Time Reborn: From the Crisis in Physics to the Future of the Universe
by Lee Smolin
First Reviewed May 2013
Dang, dude, my reviews were way too long. How badly did I want to be writing for The New Yorker? 2500 words is way too many., especially if half of them are block quotes. Also, 11 years ago? Yikes. I remember nothing from this book, not even why I started it. I think that was my point, to both practice writing and remind myself of the things I’ve read years later. But who wants to read this review? No one, according to the metrics—not even me.
Also, if I hated bad subtitles so much, why did I keep reading books that employed them? I am pretty sure I just wandered around the basement of The Strand, noting whatever was new and then requesting them from the library.
Tossing off the word “crisis” is enough of a signifier to fulfill the burden of “shocking-subtitle” that most non-fiction carries. The remainder of the subtitle in Time Reborn: From the Crisis in Physics to the Future of the Universe has the potential to be more egregiously hyperbolic but for the fact that most readers are unlikely to be current on the cosmological scuttlebutt. A theoretical physicist or cosmologist would not be having a first encounter these theories in a pop-sci book, so their actual knowledge of a crisis in physics is wasted.

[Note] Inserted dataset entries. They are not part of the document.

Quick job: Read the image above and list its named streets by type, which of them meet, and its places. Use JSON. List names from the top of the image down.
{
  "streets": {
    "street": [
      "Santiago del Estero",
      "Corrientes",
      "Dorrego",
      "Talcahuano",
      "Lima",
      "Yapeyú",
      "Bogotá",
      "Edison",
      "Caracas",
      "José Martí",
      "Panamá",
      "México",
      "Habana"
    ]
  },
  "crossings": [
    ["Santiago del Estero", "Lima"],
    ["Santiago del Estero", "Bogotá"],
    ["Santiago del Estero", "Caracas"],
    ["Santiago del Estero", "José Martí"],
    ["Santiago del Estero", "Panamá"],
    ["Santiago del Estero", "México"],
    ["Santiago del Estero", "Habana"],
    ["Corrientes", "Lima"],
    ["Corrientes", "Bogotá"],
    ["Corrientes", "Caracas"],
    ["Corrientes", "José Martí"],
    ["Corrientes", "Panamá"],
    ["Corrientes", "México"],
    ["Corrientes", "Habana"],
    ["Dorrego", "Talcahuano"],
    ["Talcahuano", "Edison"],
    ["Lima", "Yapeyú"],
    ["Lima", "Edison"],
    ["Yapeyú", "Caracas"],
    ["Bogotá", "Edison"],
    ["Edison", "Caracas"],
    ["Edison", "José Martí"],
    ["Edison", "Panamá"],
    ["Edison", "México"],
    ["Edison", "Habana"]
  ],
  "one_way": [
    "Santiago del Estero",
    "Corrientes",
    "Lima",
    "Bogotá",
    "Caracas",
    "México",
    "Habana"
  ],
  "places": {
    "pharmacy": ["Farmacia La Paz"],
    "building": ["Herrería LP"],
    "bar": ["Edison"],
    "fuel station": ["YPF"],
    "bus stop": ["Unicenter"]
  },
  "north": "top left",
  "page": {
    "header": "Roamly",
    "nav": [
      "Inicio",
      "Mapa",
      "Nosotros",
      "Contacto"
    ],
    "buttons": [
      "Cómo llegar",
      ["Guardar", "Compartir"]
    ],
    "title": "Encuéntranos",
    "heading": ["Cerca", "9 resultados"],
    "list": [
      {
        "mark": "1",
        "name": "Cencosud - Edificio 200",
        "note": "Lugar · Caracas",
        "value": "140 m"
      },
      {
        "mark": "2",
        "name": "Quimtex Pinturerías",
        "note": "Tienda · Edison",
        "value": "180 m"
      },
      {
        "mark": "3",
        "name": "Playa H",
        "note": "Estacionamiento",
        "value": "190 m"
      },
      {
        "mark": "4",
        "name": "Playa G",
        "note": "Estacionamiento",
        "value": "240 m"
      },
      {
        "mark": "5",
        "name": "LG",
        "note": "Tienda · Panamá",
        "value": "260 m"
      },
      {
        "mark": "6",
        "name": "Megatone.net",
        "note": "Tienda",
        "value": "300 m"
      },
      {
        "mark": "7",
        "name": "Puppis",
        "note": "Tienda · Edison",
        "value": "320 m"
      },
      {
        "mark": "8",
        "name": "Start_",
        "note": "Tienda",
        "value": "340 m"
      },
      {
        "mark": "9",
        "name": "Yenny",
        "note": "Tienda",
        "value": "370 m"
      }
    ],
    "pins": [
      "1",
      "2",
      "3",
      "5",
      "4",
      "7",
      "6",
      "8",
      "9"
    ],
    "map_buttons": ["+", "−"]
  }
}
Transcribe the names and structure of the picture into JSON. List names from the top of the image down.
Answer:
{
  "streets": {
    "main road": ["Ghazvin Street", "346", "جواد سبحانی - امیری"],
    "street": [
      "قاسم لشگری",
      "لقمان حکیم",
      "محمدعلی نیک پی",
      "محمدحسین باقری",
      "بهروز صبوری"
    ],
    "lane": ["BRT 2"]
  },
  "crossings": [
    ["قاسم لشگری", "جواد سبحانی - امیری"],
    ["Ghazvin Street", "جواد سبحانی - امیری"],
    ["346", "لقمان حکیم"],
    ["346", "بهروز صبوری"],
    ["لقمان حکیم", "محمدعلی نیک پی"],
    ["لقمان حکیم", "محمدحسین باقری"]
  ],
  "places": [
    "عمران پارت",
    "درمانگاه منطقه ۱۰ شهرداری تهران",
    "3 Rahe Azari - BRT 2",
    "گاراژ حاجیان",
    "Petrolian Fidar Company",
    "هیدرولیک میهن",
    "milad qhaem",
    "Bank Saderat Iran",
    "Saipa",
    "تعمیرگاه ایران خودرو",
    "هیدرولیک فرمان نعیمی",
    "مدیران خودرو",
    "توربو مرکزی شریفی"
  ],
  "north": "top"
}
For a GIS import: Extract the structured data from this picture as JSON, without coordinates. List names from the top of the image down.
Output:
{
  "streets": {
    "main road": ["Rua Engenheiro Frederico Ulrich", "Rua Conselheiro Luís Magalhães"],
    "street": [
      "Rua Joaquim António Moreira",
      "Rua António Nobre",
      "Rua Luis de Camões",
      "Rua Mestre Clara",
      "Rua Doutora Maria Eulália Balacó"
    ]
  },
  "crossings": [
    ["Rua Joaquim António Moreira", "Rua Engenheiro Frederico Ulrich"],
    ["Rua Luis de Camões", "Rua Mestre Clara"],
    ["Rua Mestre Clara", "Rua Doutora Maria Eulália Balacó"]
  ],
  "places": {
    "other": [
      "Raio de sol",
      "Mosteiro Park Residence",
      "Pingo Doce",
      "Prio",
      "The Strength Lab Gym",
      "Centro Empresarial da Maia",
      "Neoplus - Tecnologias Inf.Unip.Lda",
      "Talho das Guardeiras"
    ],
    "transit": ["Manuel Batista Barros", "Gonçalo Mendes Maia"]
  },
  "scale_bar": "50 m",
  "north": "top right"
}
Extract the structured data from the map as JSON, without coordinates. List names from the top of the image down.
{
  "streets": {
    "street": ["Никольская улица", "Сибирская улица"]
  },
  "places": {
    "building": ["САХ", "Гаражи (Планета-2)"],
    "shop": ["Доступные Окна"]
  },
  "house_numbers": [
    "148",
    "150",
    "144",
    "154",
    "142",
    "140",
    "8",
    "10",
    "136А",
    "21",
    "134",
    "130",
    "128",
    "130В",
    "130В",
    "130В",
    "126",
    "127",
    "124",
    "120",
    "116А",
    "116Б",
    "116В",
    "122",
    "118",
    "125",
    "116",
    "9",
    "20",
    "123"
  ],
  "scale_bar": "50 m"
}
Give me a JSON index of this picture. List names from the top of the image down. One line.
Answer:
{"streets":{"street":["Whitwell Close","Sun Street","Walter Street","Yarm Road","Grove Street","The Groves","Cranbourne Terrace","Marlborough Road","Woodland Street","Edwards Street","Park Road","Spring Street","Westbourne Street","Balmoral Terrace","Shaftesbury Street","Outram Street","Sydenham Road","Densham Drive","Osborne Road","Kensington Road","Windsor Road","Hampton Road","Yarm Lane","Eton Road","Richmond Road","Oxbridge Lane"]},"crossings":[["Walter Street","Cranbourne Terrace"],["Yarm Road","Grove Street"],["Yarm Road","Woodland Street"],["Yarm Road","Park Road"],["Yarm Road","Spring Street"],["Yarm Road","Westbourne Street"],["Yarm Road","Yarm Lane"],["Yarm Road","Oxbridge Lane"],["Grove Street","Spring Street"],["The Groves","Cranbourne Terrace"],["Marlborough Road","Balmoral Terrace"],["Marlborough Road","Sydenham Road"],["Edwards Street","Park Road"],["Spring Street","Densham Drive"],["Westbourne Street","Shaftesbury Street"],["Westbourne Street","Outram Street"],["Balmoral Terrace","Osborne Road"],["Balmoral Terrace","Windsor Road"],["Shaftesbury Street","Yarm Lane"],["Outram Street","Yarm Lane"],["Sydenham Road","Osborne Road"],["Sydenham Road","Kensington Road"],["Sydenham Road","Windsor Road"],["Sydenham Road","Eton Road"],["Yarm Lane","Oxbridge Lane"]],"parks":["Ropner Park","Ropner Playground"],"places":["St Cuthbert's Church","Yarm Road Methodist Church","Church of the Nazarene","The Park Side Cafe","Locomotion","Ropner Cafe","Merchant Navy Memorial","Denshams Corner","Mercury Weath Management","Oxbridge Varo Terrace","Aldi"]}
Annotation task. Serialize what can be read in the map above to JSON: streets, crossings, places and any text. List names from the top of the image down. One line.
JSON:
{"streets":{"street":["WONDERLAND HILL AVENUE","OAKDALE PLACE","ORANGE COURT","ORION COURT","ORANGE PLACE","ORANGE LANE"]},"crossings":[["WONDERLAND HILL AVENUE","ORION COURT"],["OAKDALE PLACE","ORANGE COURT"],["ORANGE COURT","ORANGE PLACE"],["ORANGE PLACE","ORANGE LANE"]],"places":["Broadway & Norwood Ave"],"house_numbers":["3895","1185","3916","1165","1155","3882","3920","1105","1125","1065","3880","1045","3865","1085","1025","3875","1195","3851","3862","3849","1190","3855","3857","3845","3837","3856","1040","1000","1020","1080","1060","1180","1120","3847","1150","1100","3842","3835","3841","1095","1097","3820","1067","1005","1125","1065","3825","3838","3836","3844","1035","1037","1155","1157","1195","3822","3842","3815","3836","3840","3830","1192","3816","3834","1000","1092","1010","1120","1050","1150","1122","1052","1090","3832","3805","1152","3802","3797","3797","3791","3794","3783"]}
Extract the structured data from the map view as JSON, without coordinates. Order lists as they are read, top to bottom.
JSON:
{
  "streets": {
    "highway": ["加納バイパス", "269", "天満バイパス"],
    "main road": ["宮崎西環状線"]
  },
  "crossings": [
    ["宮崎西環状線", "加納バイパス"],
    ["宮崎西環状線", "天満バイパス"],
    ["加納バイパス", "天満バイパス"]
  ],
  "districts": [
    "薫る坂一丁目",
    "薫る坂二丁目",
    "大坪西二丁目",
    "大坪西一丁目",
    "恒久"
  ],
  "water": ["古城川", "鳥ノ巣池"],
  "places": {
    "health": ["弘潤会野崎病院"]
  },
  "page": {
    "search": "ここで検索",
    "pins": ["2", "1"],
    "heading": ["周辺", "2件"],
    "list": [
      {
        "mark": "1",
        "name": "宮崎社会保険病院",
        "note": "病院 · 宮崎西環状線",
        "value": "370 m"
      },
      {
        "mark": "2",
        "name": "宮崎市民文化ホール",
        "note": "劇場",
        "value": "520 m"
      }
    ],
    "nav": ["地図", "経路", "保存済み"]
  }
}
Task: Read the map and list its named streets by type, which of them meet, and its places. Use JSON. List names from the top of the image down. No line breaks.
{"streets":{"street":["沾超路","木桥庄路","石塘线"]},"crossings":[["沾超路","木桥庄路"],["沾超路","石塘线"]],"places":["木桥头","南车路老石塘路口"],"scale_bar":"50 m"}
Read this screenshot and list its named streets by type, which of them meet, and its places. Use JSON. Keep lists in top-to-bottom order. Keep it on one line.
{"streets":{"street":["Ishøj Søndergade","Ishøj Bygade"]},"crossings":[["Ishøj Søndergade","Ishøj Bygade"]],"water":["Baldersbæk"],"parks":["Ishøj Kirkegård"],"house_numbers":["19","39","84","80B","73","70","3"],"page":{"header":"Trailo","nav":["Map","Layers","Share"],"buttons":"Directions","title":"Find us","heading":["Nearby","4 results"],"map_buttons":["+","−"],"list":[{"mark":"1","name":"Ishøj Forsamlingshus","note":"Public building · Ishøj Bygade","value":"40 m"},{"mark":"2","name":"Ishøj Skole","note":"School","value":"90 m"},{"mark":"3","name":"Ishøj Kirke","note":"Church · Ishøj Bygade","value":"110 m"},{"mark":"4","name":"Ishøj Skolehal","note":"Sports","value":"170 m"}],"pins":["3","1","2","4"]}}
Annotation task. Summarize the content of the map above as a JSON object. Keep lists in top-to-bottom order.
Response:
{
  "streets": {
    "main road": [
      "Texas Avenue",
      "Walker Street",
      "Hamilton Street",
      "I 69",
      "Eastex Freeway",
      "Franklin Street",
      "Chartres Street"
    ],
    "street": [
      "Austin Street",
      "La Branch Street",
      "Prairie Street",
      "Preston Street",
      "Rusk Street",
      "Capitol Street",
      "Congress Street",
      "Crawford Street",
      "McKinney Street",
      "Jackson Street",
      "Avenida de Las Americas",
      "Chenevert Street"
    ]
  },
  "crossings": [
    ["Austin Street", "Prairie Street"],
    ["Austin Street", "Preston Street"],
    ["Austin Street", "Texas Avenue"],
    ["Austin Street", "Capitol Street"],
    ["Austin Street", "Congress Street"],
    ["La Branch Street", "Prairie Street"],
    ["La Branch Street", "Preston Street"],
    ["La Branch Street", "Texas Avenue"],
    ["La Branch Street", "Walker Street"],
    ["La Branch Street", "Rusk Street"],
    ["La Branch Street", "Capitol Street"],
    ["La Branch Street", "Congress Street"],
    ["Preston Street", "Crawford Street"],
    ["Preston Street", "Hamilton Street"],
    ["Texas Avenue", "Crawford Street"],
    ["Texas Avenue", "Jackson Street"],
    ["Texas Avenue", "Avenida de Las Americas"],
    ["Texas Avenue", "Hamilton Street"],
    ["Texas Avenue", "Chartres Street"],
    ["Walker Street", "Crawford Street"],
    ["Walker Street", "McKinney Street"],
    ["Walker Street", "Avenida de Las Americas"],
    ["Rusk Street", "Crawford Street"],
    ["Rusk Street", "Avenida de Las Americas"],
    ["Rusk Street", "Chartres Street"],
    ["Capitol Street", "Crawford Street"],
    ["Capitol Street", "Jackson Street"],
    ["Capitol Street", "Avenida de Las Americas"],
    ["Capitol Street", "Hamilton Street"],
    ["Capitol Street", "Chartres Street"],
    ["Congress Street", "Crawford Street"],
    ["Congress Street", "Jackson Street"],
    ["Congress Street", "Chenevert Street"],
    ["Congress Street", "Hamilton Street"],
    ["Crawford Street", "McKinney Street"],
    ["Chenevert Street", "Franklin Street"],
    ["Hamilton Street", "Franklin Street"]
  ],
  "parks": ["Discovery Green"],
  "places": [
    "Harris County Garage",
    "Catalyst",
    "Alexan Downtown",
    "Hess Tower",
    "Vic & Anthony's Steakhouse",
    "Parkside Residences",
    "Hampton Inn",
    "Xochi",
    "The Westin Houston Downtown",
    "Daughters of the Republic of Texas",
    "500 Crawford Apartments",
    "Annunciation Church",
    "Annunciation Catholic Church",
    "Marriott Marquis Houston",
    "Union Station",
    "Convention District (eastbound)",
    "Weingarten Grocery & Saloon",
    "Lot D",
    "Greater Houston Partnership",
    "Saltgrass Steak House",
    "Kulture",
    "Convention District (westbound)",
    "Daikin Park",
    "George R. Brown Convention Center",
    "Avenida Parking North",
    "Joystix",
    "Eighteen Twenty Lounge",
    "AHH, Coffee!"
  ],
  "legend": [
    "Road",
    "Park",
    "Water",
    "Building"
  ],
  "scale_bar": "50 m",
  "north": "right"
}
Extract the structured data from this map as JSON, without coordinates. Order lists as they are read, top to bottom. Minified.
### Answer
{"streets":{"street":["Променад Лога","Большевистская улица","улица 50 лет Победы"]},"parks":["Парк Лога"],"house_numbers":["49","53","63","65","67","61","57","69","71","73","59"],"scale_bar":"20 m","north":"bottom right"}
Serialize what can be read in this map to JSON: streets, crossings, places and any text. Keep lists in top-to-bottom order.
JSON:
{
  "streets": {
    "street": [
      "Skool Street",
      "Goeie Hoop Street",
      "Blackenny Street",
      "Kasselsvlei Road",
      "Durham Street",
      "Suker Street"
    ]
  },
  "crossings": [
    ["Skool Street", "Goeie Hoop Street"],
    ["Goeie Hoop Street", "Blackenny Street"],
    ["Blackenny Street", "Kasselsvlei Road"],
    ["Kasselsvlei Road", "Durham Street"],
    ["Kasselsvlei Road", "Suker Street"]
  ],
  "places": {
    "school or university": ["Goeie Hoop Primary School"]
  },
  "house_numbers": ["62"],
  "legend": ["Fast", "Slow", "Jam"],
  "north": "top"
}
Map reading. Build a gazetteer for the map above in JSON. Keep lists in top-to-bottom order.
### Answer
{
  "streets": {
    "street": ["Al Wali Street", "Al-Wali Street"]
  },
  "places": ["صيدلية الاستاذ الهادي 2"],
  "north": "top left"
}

Time Reborn is for the layperson, so the subtitle has the air of a marketing catchphrase rather than an impactful phrasing of what is to come. Though, in the case of a short generic like Time Reborn, distinguishment—not significance—may be the goal.
Those burdened by the metaphysical presupposition that the purpose of science is to discover timeless truths represented by timeless mathematical objects might think that eliminating time and so making the universe akin to a mathematical object is a route to scientific cosmology. But it turns out to be the opposite.
The bulk of Time Reborn is a refresher course in physics so that the reader has the basic knowledge to understand how little time figures into modern theoretical physics. In fact, it is actively excluded. To put it back, you need to know—well, everything.
Mathematics entered science as an expression of a belief in the timeless perfection of the heavens. Useful as mathematics has turned out to be, the postulation of timeless mathematical laws is never completely innocent, for it always carries a trace of the metaphysical fantasy of transcendence from our earthly world to one of perfect forms.
What happens is the reader—the one that can be counted on as having almost no basic theoretical understanding—is walked through two thousand years of math and physics and is spit out on the other side completely ready to accept whatever current cosmological theory to which <u>Time Reborn</u> has spent the last 200 pages building. Within the framework of the history presented, the conclusions seems inevitable; it would take a reader that brings in far more outside information than I to feel confident in proclaiming how strong these modern theories of fundamental time are.
What Time Reborn does well is take a dense subject and inject interesting writing and clear vignettes to make physics unintimidating. Not once does the author talk down to the reader, nor needless complicate the subject in an attempt to academia-up the book. The fast-paced historical journey leads right up to the “crisis in physics” to which the seemingly alarmist—but wholly accurate—subtitle refers:
Most of what we know about nature has come from experiments in which we artificially mark off and isolate a phenomenon from the continual whirl of the universe....What Descartes, Galileo, Kepler, and Newton learned to do was to isolate little pieces of the world, examine them, and record the changes in them. They showed us how to display the records of these motions in simple diagrams whose axes represent the positions and times in a way that is frozen and hence amenable to being studied at our leisure.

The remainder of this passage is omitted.